Scan the material below for every line with the string "direction", and copy those lines.

[Start of Attachment]

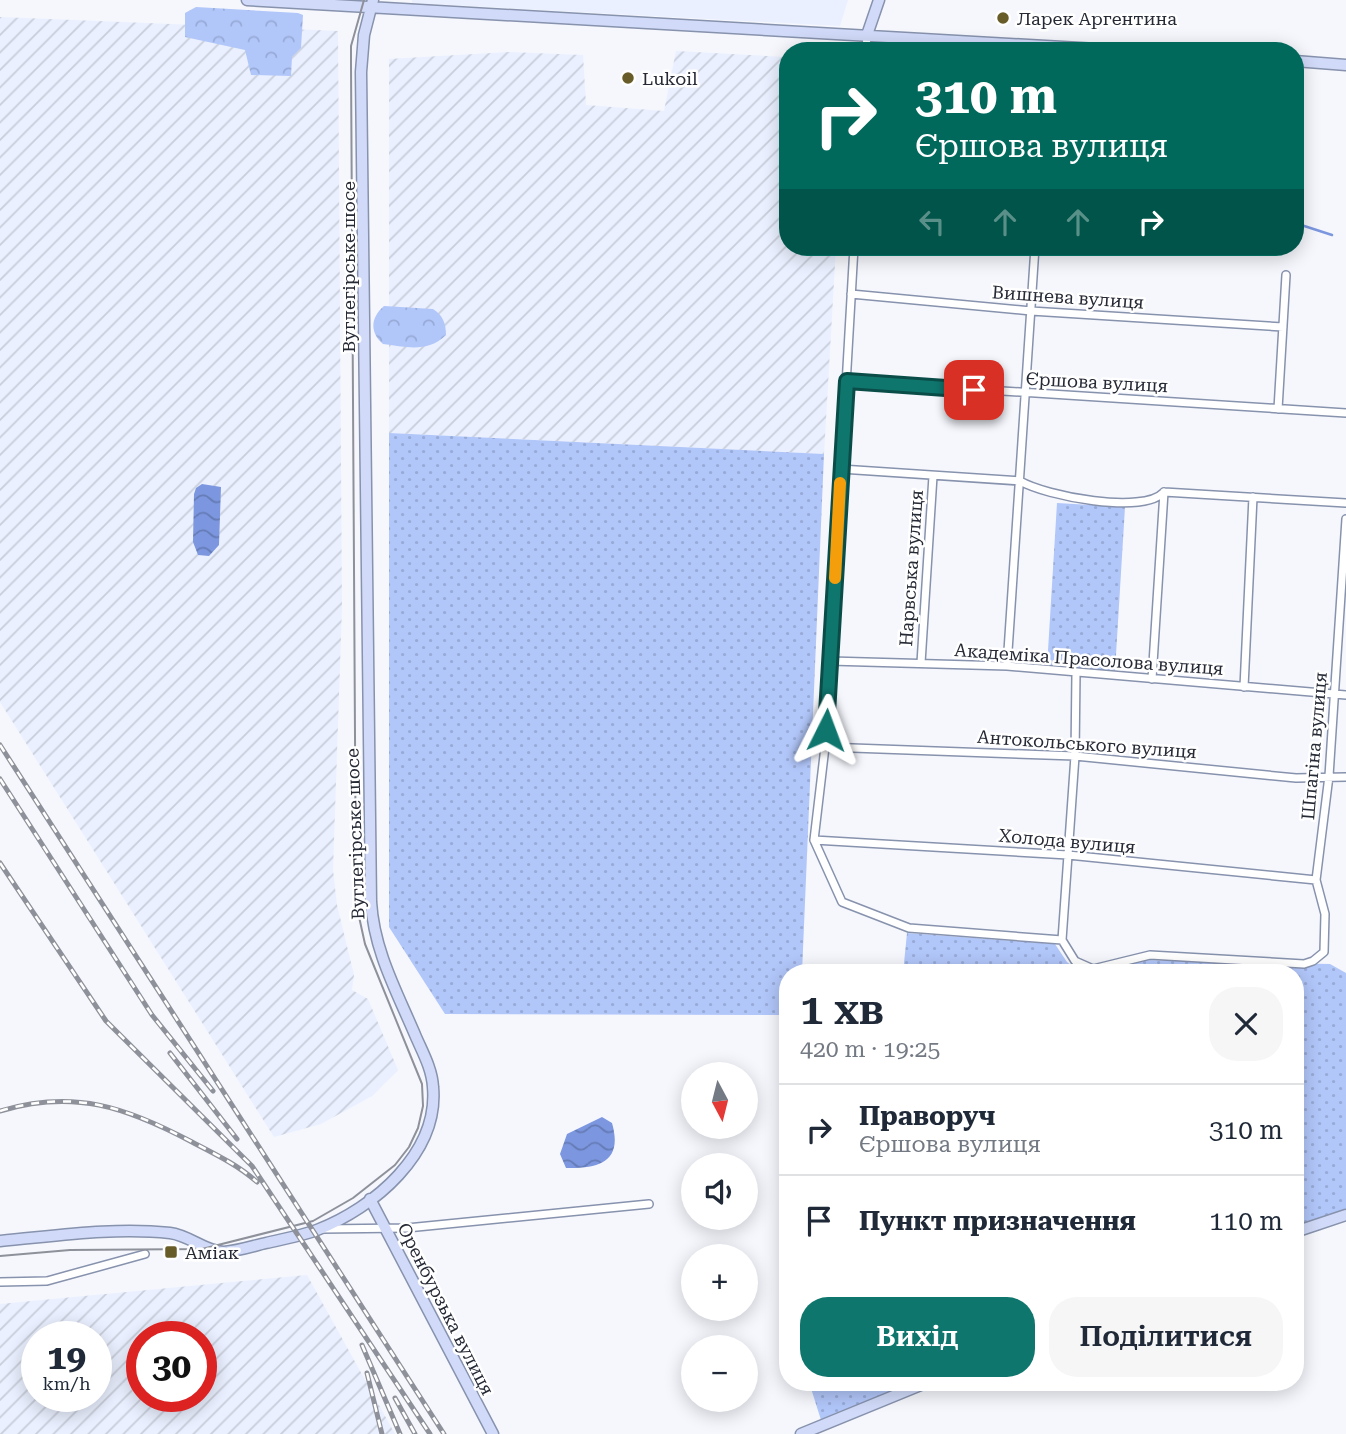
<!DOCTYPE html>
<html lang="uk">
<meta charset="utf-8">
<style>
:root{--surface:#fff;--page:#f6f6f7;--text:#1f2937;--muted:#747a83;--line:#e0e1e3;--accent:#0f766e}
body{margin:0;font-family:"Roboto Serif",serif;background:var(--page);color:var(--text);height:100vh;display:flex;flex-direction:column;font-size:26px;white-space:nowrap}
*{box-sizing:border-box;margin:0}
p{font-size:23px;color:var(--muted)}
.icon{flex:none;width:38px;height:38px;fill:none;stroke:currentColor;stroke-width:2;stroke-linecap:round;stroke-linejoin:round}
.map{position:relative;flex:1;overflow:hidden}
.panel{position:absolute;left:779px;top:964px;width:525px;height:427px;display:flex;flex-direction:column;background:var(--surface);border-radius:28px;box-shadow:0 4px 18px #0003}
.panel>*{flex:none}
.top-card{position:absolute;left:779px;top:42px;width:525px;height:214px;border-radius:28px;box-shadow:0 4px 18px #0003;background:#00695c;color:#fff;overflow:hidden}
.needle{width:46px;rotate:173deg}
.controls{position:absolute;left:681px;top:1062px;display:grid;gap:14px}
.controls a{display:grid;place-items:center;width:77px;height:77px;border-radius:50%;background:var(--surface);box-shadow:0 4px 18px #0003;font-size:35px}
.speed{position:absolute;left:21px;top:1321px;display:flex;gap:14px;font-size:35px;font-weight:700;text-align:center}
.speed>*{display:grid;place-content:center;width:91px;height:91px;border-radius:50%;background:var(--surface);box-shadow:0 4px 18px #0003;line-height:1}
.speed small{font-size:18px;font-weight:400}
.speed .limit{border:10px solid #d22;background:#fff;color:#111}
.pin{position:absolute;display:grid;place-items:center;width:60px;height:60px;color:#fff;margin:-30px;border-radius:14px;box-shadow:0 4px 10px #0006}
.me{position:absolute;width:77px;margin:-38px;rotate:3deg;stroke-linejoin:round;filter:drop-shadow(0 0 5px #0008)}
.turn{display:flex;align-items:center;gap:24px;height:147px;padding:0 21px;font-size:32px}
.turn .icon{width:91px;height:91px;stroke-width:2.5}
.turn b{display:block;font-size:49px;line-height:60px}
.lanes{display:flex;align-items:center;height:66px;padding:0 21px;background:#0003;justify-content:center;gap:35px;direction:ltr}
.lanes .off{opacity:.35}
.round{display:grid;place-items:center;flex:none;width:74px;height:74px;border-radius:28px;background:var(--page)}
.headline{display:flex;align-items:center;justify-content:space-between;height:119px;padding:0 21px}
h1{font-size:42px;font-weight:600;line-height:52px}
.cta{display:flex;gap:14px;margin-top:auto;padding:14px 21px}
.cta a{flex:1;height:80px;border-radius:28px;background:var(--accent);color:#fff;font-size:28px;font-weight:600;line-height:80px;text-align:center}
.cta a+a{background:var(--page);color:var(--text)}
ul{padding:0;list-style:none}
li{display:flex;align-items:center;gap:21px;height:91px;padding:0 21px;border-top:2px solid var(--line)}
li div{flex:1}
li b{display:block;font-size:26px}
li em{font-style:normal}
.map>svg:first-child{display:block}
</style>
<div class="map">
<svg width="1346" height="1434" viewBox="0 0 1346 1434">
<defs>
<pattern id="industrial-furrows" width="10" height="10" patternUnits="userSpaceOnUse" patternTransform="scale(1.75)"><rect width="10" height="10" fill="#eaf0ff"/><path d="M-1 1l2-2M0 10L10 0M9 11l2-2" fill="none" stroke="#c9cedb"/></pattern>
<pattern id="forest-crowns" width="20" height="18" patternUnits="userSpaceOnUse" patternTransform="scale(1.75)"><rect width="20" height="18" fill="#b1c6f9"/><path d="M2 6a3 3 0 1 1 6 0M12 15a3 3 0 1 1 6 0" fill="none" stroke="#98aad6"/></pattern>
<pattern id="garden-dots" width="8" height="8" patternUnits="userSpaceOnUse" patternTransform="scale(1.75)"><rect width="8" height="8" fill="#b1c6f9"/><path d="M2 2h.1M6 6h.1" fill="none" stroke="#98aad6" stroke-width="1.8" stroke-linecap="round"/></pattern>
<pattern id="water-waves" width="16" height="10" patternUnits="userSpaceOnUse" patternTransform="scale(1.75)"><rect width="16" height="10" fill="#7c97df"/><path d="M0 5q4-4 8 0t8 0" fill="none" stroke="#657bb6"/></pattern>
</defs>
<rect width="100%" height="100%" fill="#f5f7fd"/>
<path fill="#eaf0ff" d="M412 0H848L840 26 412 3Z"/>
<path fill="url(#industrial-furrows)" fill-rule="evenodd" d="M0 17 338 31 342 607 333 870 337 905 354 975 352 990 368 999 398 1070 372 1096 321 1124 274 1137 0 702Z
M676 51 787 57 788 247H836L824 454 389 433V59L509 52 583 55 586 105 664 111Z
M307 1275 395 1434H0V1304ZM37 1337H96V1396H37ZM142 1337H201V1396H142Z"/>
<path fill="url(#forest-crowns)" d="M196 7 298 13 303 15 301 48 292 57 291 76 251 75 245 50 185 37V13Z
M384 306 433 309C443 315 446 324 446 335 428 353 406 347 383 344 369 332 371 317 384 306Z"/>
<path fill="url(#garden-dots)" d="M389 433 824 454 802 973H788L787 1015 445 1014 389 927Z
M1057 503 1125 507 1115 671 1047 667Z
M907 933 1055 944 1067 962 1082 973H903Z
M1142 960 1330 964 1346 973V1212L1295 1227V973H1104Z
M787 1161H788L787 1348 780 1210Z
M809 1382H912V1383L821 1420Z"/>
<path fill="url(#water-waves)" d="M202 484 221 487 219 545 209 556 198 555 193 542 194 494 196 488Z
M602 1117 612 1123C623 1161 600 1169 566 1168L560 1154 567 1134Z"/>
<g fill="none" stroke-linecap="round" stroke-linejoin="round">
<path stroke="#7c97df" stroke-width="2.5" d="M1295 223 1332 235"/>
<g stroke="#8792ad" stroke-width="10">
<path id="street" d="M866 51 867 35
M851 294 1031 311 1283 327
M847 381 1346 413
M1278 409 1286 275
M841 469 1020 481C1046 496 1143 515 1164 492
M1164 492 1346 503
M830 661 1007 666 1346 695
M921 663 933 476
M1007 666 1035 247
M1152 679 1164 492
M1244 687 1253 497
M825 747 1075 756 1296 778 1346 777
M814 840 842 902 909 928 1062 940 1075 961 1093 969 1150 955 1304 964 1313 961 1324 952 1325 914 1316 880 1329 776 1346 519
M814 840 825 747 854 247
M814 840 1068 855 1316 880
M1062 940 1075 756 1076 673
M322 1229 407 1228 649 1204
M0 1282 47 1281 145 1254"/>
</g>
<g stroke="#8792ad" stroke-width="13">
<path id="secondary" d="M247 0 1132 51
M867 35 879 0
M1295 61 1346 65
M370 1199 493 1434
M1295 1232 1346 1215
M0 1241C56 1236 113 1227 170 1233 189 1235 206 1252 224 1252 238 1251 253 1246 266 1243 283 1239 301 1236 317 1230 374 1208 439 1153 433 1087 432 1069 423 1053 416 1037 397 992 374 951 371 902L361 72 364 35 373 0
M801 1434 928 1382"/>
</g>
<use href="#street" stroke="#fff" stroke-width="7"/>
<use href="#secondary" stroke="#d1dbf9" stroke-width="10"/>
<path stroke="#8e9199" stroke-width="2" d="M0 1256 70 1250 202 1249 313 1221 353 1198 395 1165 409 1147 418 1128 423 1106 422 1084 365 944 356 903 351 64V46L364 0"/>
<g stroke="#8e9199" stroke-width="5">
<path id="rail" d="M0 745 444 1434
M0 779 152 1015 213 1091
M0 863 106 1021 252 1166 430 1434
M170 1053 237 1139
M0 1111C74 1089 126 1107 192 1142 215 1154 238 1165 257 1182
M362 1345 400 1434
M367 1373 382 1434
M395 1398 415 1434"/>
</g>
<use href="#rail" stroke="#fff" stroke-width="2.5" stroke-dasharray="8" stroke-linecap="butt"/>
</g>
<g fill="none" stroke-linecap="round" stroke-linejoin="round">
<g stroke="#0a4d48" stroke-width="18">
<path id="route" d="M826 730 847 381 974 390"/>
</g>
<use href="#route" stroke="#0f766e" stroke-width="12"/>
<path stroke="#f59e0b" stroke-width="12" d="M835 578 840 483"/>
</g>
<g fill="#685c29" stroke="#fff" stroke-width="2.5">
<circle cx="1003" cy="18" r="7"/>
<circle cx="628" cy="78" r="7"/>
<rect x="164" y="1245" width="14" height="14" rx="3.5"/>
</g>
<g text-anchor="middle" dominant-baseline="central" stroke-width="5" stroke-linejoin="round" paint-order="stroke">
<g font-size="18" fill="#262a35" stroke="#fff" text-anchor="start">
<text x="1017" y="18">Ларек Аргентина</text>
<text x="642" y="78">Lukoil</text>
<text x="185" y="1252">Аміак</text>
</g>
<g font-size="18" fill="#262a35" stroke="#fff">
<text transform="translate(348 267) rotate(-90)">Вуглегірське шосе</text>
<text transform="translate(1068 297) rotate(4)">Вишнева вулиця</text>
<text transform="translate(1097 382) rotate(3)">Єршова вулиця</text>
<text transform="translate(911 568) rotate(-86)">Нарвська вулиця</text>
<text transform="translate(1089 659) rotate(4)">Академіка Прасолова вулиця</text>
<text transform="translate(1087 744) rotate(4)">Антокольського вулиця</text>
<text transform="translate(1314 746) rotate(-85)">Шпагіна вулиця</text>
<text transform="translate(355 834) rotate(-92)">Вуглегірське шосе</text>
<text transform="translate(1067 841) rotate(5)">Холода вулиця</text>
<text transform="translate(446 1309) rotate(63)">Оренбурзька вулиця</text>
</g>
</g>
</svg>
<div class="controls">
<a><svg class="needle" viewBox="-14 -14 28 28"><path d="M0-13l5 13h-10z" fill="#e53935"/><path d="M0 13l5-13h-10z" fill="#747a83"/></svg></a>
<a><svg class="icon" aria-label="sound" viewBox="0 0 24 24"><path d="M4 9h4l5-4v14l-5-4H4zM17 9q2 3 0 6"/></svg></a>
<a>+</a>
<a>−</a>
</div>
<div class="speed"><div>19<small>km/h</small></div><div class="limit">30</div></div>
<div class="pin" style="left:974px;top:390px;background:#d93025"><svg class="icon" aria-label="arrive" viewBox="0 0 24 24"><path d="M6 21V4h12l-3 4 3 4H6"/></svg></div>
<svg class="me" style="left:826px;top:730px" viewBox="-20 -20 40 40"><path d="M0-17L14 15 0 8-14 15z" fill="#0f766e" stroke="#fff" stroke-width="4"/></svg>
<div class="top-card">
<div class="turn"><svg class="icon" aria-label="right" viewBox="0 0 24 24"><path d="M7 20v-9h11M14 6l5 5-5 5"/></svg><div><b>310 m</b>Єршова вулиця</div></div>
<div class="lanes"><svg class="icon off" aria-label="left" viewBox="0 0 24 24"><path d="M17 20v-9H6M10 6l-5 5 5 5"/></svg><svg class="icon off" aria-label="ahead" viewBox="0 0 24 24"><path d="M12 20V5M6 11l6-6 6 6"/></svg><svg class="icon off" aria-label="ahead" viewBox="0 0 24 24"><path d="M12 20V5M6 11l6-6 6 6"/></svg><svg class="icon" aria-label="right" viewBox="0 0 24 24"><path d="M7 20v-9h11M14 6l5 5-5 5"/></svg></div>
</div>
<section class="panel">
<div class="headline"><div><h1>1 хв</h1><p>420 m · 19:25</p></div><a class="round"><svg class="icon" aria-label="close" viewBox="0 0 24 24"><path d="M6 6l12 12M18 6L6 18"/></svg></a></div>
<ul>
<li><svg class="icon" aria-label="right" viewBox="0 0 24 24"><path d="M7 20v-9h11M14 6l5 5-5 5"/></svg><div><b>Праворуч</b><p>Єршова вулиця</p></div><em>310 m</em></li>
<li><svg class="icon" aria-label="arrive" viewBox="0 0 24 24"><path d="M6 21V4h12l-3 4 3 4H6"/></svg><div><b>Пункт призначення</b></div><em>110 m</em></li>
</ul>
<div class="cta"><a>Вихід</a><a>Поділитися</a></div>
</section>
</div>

[End of Attachment]

● Worked solution
body{margin:0;font-family:"Roboto Serif",serif;background:var(--page);color:var(--text);height:100vh;display:flex;flex-direction:column;font-size:26px;white-space:nowrap}
.panel{position:absolute;left:779px;top:964px;width:525px;height:427px;display:flex;flex-direction:column;background:var(--surface);border-radius:28px;box-shadow:0 4px 18px #0003}
.lanes{display:flex;align-items:center;height:66px;padding:0 21px;background:#0003;justify-content:center;gap:35px;direction:ltr}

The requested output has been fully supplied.